1. **.PO to JSON Automation:**
- Converted `.po` files to JSON using a Python script, enabling AI integration.

2. **Translation with Context:**
- Retrieved context using the RAG model.
- Sent `msgid + context` to translation API for accurate translations.

3. **Google Translate API Integration:**
- Chose Google Translate for its **robustness, contextual translation quality, and reliability**.
- Open-source alternatives like LibreTranslate produce **word-by-word translations** and fail to use surrounding context.

4. **Automated QA:**
- Developed a **Selenium + GPT script** to validate translations automatically.
- Detected inaccuracies and flagged strings for manual review by a human translator.

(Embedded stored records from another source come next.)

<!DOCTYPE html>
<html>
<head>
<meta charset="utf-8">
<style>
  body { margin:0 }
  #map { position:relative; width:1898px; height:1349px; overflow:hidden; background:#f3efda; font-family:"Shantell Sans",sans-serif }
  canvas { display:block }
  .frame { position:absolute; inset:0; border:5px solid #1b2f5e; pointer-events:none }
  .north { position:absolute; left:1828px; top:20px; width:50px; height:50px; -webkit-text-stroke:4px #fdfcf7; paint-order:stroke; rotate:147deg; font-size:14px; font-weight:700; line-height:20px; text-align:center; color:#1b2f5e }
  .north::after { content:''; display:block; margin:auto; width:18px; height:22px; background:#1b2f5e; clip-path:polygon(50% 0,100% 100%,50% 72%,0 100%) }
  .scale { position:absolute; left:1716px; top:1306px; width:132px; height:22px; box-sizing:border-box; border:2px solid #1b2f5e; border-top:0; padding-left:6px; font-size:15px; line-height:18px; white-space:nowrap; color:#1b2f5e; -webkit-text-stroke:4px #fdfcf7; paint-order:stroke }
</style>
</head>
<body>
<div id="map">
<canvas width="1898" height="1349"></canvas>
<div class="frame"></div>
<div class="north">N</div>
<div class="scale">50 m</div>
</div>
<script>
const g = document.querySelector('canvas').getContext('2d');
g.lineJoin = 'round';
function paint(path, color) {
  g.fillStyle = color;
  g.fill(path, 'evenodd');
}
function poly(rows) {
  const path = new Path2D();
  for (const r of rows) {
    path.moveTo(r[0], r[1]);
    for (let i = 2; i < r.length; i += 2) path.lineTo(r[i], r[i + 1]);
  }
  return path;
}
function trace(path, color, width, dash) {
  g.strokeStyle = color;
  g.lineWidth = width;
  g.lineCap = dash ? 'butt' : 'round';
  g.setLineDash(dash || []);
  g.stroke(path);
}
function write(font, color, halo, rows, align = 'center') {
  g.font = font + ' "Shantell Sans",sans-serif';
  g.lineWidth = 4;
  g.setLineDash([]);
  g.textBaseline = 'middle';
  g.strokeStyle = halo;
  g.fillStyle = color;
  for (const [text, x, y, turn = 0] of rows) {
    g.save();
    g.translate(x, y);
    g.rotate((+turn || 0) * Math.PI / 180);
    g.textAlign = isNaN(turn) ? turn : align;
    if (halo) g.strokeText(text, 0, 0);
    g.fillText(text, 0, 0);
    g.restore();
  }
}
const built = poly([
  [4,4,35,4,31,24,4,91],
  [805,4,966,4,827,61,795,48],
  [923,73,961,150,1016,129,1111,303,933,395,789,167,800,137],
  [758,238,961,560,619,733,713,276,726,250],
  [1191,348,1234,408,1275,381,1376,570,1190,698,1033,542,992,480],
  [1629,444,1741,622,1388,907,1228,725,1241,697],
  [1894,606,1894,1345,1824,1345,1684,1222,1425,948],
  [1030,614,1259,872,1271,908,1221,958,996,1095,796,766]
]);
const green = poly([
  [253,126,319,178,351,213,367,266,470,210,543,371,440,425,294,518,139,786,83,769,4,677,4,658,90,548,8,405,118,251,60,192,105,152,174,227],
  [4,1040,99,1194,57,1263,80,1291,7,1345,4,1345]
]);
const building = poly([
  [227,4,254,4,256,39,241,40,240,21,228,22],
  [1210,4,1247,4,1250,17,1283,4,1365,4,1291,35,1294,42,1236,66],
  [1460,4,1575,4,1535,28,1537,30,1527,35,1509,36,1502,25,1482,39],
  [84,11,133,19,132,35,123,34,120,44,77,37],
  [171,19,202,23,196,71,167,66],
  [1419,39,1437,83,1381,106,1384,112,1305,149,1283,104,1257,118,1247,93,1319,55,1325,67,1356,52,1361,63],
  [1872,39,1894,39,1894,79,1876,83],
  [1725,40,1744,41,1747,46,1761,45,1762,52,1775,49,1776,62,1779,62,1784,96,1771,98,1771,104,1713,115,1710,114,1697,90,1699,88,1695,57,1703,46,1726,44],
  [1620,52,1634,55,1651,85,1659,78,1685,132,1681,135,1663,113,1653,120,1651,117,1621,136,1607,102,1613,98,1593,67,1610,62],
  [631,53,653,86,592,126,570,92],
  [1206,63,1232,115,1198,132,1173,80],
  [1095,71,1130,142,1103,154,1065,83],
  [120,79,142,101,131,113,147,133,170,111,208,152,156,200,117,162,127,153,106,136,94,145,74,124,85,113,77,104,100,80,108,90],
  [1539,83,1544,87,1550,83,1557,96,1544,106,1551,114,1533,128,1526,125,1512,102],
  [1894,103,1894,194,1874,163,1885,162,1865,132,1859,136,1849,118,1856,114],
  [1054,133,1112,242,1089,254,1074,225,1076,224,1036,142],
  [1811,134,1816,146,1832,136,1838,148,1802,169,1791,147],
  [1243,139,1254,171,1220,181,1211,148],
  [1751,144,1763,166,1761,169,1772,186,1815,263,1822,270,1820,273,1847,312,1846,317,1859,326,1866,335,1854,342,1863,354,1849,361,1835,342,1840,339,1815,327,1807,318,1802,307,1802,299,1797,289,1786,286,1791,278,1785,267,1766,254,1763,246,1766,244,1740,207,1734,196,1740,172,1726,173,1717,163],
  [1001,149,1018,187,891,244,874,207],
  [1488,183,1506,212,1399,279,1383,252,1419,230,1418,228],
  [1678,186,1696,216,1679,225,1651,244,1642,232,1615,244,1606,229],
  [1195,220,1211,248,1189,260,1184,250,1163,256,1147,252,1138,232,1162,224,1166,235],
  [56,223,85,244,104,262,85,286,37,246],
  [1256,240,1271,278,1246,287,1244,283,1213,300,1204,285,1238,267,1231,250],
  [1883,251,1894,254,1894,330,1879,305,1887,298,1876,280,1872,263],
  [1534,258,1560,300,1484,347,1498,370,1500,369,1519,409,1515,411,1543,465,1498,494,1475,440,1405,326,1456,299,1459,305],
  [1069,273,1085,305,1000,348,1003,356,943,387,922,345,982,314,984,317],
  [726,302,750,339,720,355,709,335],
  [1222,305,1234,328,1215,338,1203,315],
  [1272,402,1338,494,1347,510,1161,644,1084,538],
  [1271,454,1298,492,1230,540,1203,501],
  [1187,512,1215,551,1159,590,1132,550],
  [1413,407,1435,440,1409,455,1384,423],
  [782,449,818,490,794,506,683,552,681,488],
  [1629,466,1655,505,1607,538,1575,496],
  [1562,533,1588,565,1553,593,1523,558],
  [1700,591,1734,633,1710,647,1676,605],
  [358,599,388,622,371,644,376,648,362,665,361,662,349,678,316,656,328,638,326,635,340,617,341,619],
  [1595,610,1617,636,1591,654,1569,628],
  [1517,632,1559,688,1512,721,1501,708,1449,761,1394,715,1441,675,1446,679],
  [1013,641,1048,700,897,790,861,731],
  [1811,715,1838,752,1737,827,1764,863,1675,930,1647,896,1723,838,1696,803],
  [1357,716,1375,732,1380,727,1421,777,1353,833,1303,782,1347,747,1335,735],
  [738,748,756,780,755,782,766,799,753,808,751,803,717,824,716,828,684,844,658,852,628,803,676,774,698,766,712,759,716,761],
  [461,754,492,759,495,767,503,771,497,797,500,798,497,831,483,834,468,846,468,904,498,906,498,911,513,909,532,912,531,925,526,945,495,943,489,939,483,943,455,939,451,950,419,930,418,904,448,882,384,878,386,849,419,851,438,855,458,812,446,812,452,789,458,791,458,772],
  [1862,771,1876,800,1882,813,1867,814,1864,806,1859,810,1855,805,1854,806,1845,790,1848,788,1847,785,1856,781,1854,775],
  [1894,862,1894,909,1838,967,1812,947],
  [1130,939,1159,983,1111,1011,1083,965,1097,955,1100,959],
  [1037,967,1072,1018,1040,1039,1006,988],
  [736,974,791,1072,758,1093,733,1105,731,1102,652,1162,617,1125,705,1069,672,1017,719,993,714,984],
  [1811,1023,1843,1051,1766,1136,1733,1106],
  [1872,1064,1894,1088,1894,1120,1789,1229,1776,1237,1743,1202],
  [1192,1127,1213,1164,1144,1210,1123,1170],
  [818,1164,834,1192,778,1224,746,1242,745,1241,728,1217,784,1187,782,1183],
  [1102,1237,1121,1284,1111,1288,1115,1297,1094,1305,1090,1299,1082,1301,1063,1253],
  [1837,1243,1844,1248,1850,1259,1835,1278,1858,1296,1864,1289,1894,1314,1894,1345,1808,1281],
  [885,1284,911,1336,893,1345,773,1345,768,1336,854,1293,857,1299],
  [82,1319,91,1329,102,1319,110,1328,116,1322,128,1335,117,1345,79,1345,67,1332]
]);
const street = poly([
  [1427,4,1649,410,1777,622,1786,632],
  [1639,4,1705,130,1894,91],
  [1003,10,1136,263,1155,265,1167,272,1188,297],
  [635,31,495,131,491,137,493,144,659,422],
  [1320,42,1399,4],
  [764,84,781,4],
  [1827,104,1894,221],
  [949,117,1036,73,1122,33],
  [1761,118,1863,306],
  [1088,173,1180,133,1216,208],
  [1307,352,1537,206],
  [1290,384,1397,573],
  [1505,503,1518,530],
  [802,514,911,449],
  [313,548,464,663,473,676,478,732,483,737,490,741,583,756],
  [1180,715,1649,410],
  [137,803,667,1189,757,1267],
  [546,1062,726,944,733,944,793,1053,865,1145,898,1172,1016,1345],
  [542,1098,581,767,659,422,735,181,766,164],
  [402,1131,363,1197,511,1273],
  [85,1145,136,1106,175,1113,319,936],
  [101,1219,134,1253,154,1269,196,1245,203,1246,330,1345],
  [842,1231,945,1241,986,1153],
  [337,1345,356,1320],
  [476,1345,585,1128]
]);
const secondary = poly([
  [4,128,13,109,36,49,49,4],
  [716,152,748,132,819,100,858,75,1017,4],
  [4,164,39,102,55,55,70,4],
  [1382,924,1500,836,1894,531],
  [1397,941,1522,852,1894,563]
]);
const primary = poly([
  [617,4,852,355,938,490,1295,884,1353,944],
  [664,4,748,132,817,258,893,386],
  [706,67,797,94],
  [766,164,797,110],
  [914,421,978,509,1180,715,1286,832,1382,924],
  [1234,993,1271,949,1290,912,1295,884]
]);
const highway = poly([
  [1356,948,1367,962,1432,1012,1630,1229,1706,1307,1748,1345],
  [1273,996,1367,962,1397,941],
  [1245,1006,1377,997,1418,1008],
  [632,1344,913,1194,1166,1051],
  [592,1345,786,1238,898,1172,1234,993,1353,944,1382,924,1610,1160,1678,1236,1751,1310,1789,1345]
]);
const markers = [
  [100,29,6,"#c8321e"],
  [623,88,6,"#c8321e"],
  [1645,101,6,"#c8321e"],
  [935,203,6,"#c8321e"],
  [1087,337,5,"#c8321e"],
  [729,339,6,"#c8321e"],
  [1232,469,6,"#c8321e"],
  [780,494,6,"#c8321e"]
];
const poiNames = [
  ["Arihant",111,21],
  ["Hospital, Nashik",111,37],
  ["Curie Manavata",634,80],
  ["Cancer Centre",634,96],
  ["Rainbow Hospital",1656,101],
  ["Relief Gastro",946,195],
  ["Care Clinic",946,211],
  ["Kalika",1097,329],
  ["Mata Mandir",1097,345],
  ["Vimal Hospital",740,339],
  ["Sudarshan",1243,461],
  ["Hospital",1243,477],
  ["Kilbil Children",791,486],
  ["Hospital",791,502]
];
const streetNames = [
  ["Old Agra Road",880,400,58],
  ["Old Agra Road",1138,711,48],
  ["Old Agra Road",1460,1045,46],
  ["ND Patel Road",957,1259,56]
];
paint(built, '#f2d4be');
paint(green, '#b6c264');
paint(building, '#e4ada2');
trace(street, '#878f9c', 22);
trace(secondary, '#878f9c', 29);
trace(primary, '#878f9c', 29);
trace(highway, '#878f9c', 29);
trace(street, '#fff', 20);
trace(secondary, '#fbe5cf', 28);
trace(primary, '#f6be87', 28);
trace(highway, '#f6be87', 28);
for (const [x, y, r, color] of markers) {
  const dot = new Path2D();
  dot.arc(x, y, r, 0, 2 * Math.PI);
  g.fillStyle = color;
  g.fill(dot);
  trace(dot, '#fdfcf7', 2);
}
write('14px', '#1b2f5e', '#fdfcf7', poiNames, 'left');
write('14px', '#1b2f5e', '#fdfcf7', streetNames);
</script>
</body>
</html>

5. **PO File Generation:**
- Generated complete Arabic, Japanese, and Hindi `.po` files using the automated pipeline.

---

### Key Python Translation Script

```python
from google.cloud import translate_v2 as translate

translate_client = translate.Client()

def translate_prompt(msgid, context, target_lang="ar"):
prompt = f"{msgid}: {context}"
result = translate_client.translate(prompt, target_language=target_lang)
translated = html.unescape(result["translatedText"]).strip()
return translated.split(':')[0].strip() if ':' in translated else translated
```

---

## Challenges & Solutions

| Challenge | Solution |
|-----------|---------|
| Ambiguous UI strings (e.g., "duck","pitch","minor" etc) | Implemented **RAG model** for context-aware translations |
| Legacy i18n system | Migrated from `webL10n.js` → i18next with JSON support |
| Automated translation validation | Built **Selenium + GPT-based QA system** to mark errors for review |
| Open-source translation drawbacks | Used **Google Translate API** for higher quality and context handling |

---

## Achievements

- Successfully **migrated Music Blocks to i18next**.
- Developed a **context-aware AI translation workflow**.
- Generated **Arabic, Japanese, and Hindi `.po` files**.
- Built an **automation pipeline** for `.po → JSON → AI translation → validation → .po` cycle.
- Created QA tooling to **check translation accuracy** before human review.

---

## Key Learnings

- Extracting and using **context** drastically improves translation accuracy.
- Clean migration and testing are crucial when replacing legacy infrastructure.
- Combining **AI automation with human review** ensures high-quality localization.
- Open-source translation tools can be limited; commercial APIs may be necessary for production quality.

---

## Future Work

- Add support for more AI translation models (e.g., DeepL, OpenAI).
- Extend automated QA to **more languages**.
- Build a **web-based UI** for translators to review flagged translations.
- Integrate GitHub Actions for automatic updates of `.po` files on new/modified strings.

---

## Resources & References

- **Music Blocks Repository:** [github.com/sugarlabs/musicblocks](https://github.com/sugarlabs/musicblocks)
- **Migration PR:** [#4731](https://github.com/sugarlabs/musicblocks/pull/4731)
- **i18next Documentation:** [i18next.com](https://www.i18next.com/)
- **ChromaDB:** [chromadb.com](https://www.chromadb.com/)

---

## Conclusion

This project modernized Music Blocks’ localization infrastructure, introduced **AI-assisted, context-aware translations**, and enabled **scalable multilingual support**. By combining **framework migration, RAG-based context generation, automated translation, and QA tooling**, Music Blocks is now better equipped to serve children worldwide in their **native languages**, improving engagement, accessibility, and global adoption.

I am deeply grateful to my mentors, the Sugar Labs community, and C4GT for their guidance and support throughout this journey.